[Problem requirements]: The answer must be every line below that holds the word "order".

[Records supplied]:
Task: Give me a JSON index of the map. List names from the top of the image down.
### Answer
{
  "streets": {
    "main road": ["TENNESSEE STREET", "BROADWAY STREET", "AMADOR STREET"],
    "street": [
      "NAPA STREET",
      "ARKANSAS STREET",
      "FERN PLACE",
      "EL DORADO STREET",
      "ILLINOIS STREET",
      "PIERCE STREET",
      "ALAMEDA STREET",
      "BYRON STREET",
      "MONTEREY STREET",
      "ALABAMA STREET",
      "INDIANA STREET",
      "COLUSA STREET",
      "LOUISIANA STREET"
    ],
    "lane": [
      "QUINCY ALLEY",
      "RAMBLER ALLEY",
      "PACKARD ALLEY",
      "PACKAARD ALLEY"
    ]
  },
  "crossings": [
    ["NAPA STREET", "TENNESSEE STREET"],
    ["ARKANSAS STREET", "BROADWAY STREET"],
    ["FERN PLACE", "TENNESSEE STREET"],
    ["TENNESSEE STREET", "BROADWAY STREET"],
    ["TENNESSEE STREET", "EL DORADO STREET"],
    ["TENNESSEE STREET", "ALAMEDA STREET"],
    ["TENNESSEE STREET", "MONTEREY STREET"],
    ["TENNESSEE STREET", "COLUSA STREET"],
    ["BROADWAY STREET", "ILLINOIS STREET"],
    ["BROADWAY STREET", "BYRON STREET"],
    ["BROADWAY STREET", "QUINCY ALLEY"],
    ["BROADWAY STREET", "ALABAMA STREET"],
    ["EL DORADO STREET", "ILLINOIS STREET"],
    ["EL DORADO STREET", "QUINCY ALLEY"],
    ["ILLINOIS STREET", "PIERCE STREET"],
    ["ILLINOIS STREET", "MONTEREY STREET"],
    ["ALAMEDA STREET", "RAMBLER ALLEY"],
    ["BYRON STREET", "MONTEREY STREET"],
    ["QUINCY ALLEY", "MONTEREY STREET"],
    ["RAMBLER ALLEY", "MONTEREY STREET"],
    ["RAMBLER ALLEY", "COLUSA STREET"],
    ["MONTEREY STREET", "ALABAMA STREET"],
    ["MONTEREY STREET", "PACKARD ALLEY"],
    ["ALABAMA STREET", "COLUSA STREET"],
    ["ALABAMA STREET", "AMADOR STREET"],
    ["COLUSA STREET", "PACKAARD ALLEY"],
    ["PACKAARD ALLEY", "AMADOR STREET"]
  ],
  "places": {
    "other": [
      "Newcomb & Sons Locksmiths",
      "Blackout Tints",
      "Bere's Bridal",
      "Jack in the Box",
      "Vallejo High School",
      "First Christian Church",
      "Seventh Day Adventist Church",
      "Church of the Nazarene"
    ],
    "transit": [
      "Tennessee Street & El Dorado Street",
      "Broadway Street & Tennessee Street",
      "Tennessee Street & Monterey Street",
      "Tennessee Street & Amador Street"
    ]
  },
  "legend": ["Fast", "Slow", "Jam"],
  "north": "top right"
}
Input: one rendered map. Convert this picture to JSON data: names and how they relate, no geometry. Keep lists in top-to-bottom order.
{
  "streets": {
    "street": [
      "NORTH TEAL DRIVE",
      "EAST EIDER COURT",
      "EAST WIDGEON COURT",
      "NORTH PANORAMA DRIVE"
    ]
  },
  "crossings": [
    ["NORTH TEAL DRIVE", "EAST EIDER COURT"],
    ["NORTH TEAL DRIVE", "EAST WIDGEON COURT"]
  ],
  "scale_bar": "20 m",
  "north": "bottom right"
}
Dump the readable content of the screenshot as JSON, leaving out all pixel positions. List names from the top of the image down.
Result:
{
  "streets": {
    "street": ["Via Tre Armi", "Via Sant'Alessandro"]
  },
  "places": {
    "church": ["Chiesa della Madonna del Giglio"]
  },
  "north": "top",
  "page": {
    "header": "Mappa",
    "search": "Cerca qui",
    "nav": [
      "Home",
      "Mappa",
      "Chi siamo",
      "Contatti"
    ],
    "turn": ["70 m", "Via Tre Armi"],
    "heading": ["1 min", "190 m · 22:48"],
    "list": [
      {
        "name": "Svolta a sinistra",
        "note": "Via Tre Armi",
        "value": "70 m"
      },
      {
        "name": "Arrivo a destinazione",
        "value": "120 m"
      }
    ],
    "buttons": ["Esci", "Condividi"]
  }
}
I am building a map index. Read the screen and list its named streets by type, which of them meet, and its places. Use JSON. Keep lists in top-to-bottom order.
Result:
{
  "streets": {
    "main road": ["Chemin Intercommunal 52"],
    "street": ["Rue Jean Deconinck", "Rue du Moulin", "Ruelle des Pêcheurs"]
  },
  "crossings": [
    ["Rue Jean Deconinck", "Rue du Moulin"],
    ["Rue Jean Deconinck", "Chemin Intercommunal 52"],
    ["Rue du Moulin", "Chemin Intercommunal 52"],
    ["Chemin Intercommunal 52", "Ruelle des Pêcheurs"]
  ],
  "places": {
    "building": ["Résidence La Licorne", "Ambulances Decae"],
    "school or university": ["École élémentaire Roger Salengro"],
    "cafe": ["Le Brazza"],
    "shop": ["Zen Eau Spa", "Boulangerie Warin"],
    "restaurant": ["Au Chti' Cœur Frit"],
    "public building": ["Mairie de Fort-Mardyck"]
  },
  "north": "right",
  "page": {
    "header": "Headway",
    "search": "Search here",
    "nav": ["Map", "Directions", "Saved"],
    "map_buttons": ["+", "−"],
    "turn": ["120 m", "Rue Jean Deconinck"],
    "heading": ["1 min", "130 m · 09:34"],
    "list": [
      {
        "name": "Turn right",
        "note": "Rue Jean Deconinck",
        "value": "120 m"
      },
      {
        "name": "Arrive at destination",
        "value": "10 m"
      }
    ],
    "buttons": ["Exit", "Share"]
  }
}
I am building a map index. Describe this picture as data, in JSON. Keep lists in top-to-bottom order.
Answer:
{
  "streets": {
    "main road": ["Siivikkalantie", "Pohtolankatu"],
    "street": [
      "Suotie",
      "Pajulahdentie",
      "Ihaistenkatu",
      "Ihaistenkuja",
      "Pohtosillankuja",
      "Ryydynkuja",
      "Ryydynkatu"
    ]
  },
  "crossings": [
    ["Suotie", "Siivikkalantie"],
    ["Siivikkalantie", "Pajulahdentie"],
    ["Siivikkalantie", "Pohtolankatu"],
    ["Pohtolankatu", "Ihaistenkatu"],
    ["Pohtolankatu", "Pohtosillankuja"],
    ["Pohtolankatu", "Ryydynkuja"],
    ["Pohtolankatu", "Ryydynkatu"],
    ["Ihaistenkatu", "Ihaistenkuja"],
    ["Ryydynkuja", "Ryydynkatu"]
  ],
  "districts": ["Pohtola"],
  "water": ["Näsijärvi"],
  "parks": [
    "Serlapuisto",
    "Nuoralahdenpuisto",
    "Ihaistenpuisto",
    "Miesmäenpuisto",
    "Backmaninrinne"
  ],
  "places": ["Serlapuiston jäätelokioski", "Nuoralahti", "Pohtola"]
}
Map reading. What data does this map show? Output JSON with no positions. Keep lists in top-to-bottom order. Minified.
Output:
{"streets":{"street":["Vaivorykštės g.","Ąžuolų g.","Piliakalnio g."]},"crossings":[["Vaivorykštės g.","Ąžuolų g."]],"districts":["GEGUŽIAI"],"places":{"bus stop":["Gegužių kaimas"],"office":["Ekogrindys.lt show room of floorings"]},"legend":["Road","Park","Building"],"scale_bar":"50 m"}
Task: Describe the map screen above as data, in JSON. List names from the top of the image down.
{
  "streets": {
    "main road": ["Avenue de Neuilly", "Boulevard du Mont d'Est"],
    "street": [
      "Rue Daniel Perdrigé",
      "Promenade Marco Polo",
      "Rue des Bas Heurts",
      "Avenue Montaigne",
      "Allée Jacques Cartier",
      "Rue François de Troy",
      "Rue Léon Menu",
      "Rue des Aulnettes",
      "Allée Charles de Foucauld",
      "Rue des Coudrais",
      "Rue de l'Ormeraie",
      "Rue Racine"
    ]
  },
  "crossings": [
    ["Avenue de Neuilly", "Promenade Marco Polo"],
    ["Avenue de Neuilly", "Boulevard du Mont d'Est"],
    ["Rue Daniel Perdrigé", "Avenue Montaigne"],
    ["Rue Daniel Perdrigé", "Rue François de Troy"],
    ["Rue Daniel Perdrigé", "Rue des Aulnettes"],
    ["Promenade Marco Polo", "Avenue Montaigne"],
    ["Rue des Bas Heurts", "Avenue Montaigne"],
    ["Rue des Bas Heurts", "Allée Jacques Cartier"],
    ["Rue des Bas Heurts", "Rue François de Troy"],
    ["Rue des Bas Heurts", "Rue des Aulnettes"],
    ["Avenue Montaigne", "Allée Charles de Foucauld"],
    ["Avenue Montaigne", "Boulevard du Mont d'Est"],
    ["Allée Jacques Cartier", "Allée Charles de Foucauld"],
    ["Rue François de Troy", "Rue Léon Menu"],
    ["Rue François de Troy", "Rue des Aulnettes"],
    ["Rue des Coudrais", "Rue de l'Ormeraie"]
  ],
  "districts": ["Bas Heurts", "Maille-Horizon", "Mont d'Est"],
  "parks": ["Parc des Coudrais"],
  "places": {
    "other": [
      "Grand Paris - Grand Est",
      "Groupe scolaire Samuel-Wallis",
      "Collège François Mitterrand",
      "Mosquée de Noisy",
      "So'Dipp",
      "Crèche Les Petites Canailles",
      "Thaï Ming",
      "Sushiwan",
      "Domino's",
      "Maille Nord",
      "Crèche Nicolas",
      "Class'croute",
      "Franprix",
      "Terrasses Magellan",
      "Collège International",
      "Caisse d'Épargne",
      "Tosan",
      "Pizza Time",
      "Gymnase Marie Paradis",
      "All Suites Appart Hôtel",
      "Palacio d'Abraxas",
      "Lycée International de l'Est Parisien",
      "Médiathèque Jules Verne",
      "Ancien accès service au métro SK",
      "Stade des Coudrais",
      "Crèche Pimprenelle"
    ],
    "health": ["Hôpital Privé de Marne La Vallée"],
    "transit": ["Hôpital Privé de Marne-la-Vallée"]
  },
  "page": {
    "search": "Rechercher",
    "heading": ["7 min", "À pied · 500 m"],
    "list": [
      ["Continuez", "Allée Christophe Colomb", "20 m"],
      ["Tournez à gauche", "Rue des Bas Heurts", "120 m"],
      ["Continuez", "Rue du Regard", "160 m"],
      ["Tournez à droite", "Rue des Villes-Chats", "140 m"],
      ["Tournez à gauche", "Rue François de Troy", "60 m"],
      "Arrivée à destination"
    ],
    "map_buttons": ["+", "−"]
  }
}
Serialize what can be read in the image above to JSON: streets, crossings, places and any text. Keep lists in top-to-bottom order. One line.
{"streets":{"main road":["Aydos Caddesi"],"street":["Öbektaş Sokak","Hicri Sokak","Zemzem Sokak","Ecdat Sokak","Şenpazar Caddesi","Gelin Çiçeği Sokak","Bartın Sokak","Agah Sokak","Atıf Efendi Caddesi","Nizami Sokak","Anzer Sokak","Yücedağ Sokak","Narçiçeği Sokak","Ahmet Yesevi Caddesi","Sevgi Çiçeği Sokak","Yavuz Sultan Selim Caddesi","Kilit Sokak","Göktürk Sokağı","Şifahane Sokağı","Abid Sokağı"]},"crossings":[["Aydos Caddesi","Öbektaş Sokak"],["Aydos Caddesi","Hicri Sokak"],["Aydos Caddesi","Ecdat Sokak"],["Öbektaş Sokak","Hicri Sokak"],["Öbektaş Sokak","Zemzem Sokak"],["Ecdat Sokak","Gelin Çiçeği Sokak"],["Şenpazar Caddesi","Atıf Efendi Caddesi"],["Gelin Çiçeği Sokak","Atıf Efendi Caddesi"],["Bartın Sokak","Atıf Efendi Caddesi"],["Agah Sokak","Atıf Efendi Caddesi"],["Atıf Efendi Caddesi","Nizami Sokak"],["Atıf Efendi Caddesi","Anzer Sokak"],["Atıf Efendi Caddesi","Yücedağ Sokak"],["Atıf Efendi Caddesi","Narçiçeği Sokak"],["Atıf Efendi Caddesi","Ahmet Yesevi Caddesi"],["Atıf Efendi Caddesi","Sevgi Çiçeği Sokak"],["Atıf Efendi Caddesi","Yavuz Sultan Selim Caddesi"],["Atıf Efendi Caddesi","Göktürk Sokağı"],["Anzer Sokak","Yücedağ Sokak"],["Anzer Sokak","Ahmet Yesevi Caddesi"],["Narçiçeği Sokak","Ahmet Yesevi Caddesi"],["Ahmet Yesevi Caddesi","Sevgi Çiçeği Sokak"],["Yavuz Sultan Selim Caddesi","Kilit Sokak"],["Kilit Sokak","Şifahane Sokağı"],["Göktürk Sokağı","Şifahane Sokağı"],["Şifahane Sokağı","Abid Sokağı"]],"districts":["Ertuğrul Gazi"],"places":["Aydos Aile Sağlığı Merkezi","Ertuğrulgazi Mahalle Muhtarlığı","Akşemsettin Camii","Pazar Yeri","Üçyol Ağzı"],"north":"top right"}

[Answer space]:
Input: one rendered map. Convert this picture to JSON data: names and how they relate, no geometry. Keep lists in top-to-bottom order.
I am building a map index. Read the screen and list its named streets by type, which of them meet, and its places. Use JSON. Keep lists in top-to-bottom order.
I am building a map index. Describe this picture as data, in JSON. Keep lists in top-to-bottom order.
Map reading. What data does this map show? Output JSON with no positions. Keep lists in top-to-bottom order. Minified.
Serialize what can be read in the image above to JSON: streets, crossings, places and any text. Keep lists in top-to-bottom order. One line.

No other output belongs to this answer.